Mark Olfson, MD, MPH, of the College of Physicians and Surgeons of Columbia University in New York City, and colleagues analyzed data from 46,417 adults who responded to the Medical Expenditure Panel Surveys (MEPS) in 2012 and 2013. MEPS uses the Patient Health Questionnaire-2 brief screen for depressed mood and anhedonia during the past 2 weeks to screen for depression, and assesses psychological distress with the Kessler 6 scale, which queries the frequency of mental health symptoms in the past 30 days. Patients were also classified by sociodemographic characteristics and health insurance status.

A total of 8.4% of adults in the study screened positive for depression. Screen-positive depression was nearly 5 times more prevalent among adults in the lowest compared with the highest income group. Depression was also common among adults who were separated, divorced, or widowed; who had public health insurance; or who had less than a high school education.

Fewer than one-third (28.7%) of adults who screened positive for depression received any treatment for depression during the survey year. After adjusting for other factors, the odds of receiving depression treatment among those with screen-positive depression treatment was increased by being aged 35 to 64 years, female, white, non-Hispanic, having at least completed high school, and having health insurance.

An estimated 8.1% of the 46,417 adults followed received treatment for depression regardless of the results of a depression screening. Among those treated, 29.9% had a positive depression screening or serious psychological distress (21.8%).

The most common treatment for depression (87%) was antidepressant medication, followed by psychotherapy (23.2%), anxiolytics (13.5%), antipsychotics (7.0%), and mood stabilizers (5.1%). Most people with depression were treated by general medical professionals, but patients with serious psychological distress were more likely to be treated by a psychiatrist than were patients in less distress.

Because most screen-positive untreated adults made at least 1 annual medical visit, the researchers conclude that primary care models that involve depression care managers and consulting specialists may have opportunities to narrow the gap in untreated depression. Research has shown that, compared with depressed primary care patients who receive standard care, those who receive integrated mental health services tend to achieve more favorable depression outcomes.

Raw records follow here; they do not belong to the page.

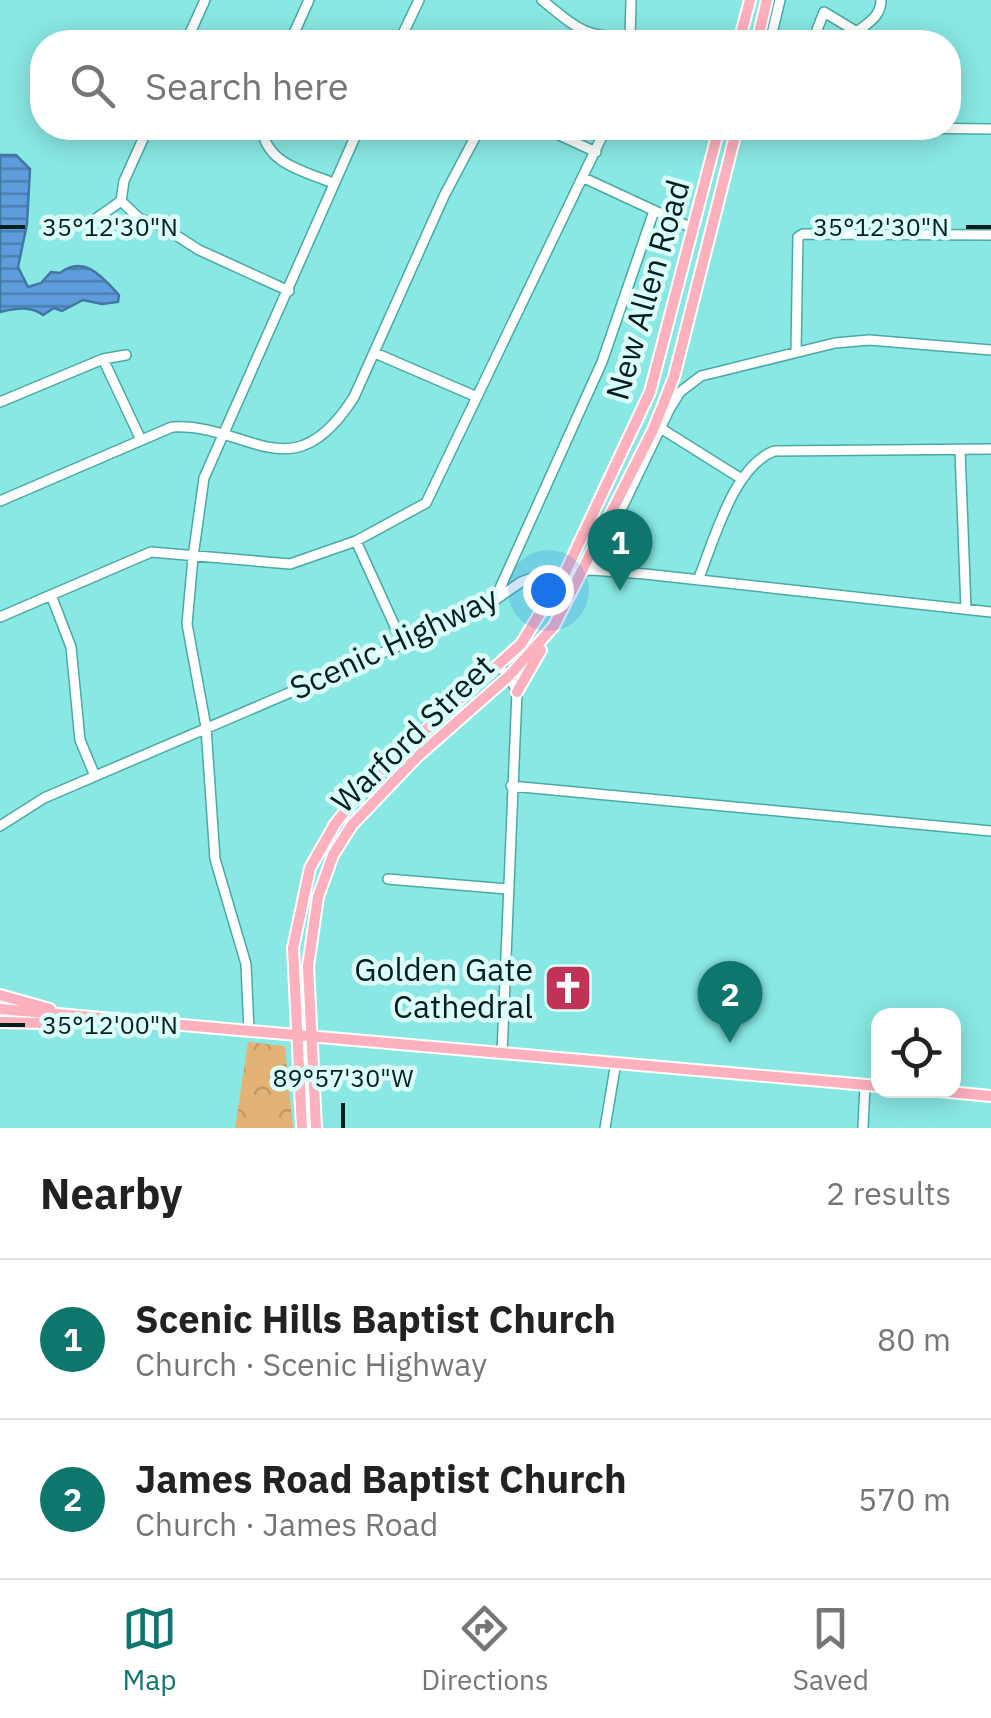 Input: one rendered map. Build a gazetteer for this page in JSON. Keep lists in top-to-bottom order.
{
  "streets": {
    "main road": ["New Allen Road", "Warford Street"],
    "street": ["Scenic Highway"]
  },
  "crossings": [
    ["New Allen Road", "Scenic Highway"],
    ["New Allen Road", "Warford Street"],
    ["Scenic Highway", "Warford Street"]
  ],
  "places": {
    "church": ["Golden Gate Cathedral"]
  },
  "page": {
    "search": "Search here",
    "pins": ["1", "2"],
    "heading": ["Nearby", "2 results"],
    "list": [
      {
        "mark": "1",
        "name": "Scenic Hills Baptist Church",
        "note": "Church · Scenic Highway",
        "value": "80 m"
      },
      {
        "mark": "2",
        "name": "James Road Baptist Church",
        "note": "Church · James Road",
        "value": "570 m"
      }
    ],
    "nav": ["Map", "Directions", "Saved"]
  },
  "coordinates": ["35°12'30\"N", "35°12'00\"N", "89°57'30\"W"]
}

Patients with less serious distress were more likely than those with serious distress to receive antidepressants, a pattern that the authors said may include a tendency to overestimate the effectiveness of antidepressants in treating mild depression, insufficient time to provide alternative interventions for mild depression, and errors in clinical assessment.

Psychotherapy was less commonly provided than antidepressants but was more frequently provided to patients with more serious than with less serious psychological distress. About 1 in 5 patients treated for depression received both antidepressants and psychotherapy.

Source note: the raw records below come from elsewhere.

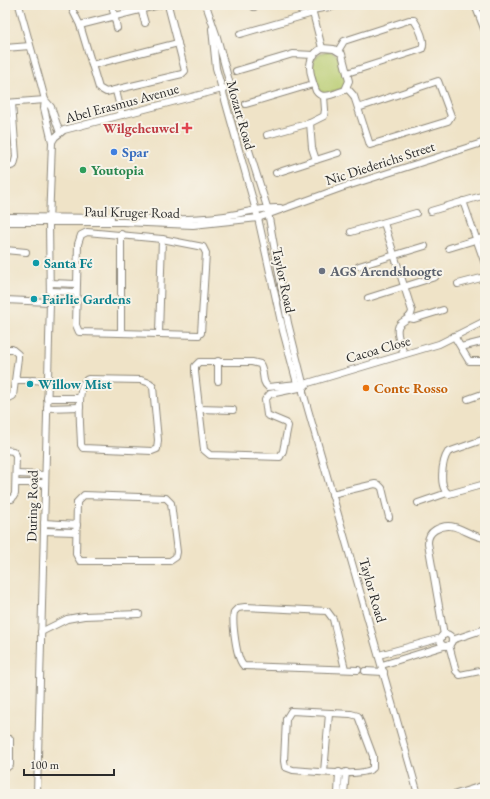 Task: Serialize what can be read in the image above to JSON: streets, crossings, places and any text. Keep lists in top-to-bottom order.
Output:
{
  "streets": {
    "street": [
      "Abel Erasmus Avenue",
      "Mozart Road",
      "Nic Diederichs Street",
      "Paul Kruger Road",
      "Taylor Road",
      "Cacoa Close",
      "During Road"
    ]
  },
  "crossings": [
    ["Abel Erasmus Avenue", "Mozart Road"],
    ["Mozart Road", "Nic Diederichs Street"],
    ["Mozart Road", "Paul Kruger Road"],
    ["Mozart Road", "Taylor Road"],
    ["Nic Diederichs Street", "Paul Kruger Road"],
    ["Nic Diederichs Street", "Taylor Road"],
    ["Paul Kruger Road", "Taylor Road"],
    ["Paul Kruger Road", "During Road"],
    ["Taylor Road", "Cacoa Close"]
  ],
  "places": {
    "health": ["Wilgeheuwel"],
    "other": [
      "Spar",
      "Youtopia",
      "Santa Fé",
      "AGS Arendshoogte",
      "Fairlie Gardens",
      "Willow Mist",
      "Conte Rosso"
    ]
  },
  "scale_bar": "100 m"
}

Patients with serious psychological distress were about twice as likely as those with less distress to be treated by a psychiatrist, which may reflect a tendency for psychiatrists to care for patients with more severe mental health conditions. However, this pattern did not extend to older patients, African Americans, patients with less education, and uninsured patients. The researchers suggest that integrated care models provide more opportunities to promote depression care that is neither too intensive nor insufficient for each patient’s clinical need and would promote better mental health care among racial/ethnic minorities, low-income people, people with less education, and no insurance.